Ingrid Hein

March 04, 2016

ORLANDO, Florida — Hospitals will have to get their readmission rates under control by April 1, when the Comprehensive Care for Joint Replacement bundled payment model comes into effect.

Two studies presented here at the American Academy of Orthopaedic Surgeons 2016 Annual Meeting — one looking at readmission rates after total hip arthroplasty and the other at readmission rates after total knee arthroplasty — put a spotlight on the fact that readmission rates related to these procedures are very high, largely due to surgical complications.

"I was surprised that with total hip arthroplasty, you have so many procedure-related readmissions," said study investigator Steven Kurtz, PhD, from Drexel University in Philadelphia.

"And five types of infection complications are among the top reasons for readmission after total knee arthroplasty," he told Medscape Medical News.

Dr Kurtz and his colleagues assessed readmission rates in patients 65 years and older who had undergone total hip or total knee arthroplasty from 2010 to 2013, using the Medicare national hospital claims database.

The 952,593 primary total knee arthroplasty patients identified were treated in 3848 hospitals, and the 442,333 primary total hip arthroplasty patients identified were treated in 3730 hospitals.

Readmission rates varied significantly from hospital to hospital.

Table. Median Readmission Rates

Arthroplasty Site 30-Day Rate, % 90-Day Rate, %
Knee 4.9 8.6
Hip 5.8 10.5

 

In the knee group, the five most frequent reasons for 30-day readmission were wound infection (6.2%), deep infection (4.5%), atrial fibrillation (3.9%), cellulitis, abscess of leg (3.0%), and pulmonary embolism (2.6%). These were also the five most frequent reasons for 90-day readmission.

In the hip group, the five most frequent reasons for 30-day readmission were dislocation (5.9%), deep infection (5.1%), wound infection (4.8%), periprosthetic fracture (4.4%), and hematoma (3.4%).

"Our initial hypothesis was that the hospital factors would be as important as clinical and patient factors. That wasn't the case," said Dr Kurtz.

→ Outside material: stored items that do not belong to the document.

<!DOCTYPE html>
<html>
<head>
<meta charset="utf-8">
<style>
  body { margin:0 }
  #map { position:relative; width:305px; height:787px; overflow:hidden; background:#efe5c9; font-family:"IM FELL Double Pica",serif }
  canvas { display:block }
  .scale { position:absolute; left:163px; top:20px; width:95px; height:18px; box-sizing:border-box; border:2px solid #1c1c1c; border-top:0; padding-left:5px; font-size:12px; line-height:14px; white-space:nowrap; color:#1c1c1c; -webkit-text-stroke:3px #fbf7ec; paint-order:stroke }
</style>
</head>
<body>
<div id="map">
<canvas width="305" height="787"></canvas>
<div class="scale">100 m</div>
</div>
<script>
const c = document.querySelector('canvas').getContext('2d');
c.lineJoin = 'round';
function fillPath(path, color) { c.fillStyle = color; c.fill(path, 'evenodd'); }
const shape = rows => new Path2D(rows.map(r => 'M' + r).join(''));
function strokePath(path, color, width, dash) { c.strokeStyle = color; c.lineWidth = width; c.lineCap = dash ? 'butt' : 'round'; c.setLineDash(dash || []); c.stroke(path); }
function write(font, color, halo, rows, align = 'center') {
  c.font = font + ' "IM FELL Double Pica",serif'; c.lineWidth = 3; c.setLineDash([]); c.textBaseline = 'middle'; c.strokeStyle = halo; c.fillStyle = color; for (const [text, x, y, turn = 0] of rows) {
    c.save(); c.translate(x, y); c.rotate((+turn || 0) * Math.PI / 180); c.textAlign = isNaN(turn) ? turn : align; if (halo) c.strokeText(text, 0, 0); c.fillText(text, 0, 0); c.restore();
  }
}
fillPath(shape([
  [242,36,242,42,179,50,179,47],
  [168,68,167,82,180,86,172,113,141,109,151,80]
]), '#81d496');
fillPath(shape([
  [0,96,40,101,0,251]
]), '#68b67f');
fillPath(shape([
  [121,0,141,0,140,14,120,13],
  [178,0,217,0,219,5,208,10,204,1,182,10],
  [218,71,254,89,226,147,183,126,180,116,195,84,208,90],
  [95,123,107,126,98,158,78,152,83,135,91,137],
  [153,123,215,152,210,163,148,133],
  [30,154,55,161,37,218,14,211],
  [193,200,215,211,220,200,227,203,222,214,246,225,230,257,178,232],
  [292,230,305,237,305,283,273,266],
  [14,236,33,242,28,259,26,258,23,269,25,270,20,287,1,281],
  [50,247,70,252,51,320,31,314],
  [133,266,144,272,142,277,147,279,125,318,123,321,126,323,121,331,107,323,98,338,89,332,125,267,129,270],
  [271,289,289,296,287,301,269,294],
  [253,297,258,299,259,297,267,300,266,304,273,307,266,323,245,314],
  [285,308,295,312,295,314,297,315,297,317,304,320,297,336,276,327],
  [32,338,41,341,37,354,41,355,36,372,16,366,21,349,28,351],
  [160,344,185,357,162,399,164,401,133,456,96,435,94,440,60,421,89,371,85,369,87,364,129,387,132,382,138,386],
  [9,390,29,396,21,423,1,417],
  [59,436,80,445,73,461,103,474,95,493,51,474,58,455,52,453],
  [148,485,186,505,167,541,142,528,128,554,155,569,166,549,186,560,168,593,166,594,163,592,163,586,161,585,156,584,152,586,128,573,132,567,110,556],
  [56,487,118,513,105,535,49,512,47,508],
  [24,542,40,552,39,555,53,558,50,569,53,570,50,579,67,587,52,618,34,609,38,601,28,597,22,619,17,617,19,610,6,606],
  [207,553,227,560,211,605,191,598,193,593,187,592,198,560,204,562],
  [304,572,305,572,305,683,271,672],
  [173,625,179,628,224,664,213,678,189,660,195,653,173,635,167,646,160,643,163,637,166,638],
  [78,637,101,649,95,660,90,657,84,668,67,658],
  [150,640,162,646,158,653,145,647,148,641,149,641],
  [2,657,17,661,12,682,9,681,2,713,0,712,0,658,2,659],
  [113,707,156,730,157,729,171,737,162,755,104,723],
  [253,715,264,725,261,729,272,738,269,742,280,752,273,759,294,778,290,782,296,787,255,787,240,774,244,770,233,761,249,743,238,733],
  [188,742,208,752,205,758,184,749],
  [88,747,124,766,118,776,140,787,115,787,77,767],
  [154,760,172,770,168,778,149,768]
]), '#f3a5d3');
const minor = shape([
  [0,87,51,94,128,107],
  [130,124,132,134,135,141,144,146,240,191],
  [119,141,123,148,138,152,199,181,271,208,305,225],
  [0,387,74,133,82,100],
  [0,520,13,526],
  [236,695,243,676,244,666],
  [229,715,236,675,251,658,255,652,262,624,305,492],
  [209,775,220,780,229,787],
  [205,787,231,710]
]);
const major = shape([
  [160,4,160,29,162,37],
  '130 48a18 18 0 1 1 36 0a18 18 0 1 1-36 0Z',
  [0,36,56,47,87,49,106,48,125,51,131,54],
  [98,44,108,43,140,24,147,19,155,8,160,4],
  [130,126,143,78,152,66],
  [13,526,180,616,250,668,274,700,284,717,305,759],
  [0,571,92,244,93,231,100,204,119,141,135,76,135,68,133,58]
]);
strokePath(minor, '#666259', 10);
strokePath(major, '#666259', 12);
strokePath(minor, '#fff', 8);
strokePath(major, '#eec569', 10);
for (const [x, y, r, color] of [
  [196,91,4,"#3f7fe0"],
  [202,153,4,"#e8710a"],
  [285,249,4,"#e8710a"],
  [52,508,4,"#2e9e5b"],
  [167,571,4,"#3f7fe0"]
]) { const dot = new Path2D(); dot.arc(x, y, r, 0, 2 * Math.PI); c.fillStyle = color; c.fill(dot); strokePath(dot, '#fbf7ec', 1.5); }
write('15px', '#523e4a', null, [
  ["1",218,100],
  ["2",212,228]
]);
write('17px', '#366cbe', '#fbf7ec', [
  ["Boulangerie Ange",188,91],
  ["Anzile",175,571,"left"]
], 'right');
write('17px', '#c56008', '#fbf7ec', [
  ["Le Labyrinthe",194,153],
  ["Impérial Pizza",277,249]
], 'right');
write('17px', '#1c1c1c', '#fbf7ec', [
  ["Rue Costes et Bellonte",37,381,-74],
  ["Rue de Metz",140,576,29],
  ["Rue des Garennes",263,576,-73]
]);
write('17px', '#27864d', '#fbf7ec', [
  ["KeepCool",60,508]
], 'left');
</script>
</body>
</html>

The Comprehensive Care for Joint Replacement Model

The findings from these studies are especially relevant because the Comprehensive Care for Joint Replacement Model goes into effect at 789 hospitals in just a few weeks, he pointed out.

 
The whole bundle payment is a massive innovation, and it has the potential to innovate high-readmission hospitals out of business.
 

Under the new model, readmission is the most important metric the government will use to assess the ability of hospitals to provide quality care. Hospitals will be reimbursed one amount per "episode of care," which consists of assessment, surgery, postsurgical infection, and complications requiring hospital readmission within 90 days.

"The whole bundle payment is a massive innovation, and it has the potential to innovate high-readmission hospitals out of business," Dr Kurtz explained.

What's more, he said, it could hurt patients who are at higher risk, such as the elderly and the overweight. "There's a dark cloud to this," said Dr Kurtz. "You might be told, 'You're 80 years old, you don't need a joint replacement'."

Patients could be turned away or asked to modify their behavior before surgery. But not everyone sees this as a negative thing.

Helping Patients Modify Behavior

Results from a voluntary Comprehensive Care for Joint Replacement Model have been positive, said Joseph Bosco, MD, from the NYU Langone Medical Center in New York City.

In that institution, 30-day readmission rates decreased from 7.0% to 5.0% over the study period, and 90-day rates decreased from 13.0% to 7.7%.

Physicians had to identify risk factors and comorbidities preoperatively and focus on creating programs to help change modifiable risk factors, Dr Bosco explained. "We offered an aggressive smoking-cessation program and a high-BMI weight-loss program."

 
At some point, when we have more data, we'll have to say, 'Listen, you're too fat, we can't afford to pay for your complication'.
 

Most important, patients had to understand that their behavior has an effect on risk. When people ask about our infection rate, "we tell them it's 1% for the institution, but if you smoke, have diabetes, and are overweight, your risk is 20%," he said.

Even if a patient quits smoking for 6 weeks before surgery or loses weight only for surgery, it still decreases infection rates, he reported.

Although they don't have research yet to support the numbers, Dr Bosco estimates that 60% to 70% of patients work on modifying their habits and come back.

"There's about 30% that can't modify their behavior," he added. "We'll do their surgery; we don't have hard stops — yet. But at some point, when we have more data, we'll have to say, 'Listen, you're too fat, we can't afford to pay for your complication; society doesn't want to pay for your complications'."

The studies by Dr Kurtz's team were funded by Stryker. Dr Bosco reports that he is a paid consultant for and has received royalties from Genovel, is an editorial member of the Journal of Bone and Joint Surgery, and is a paid presenter for Pacira.

American Academy of Orthopaedic Surgeons (AAOS) 2016 Annual Meeting: Abstracts 172 and 305. Presented March 2, 2016.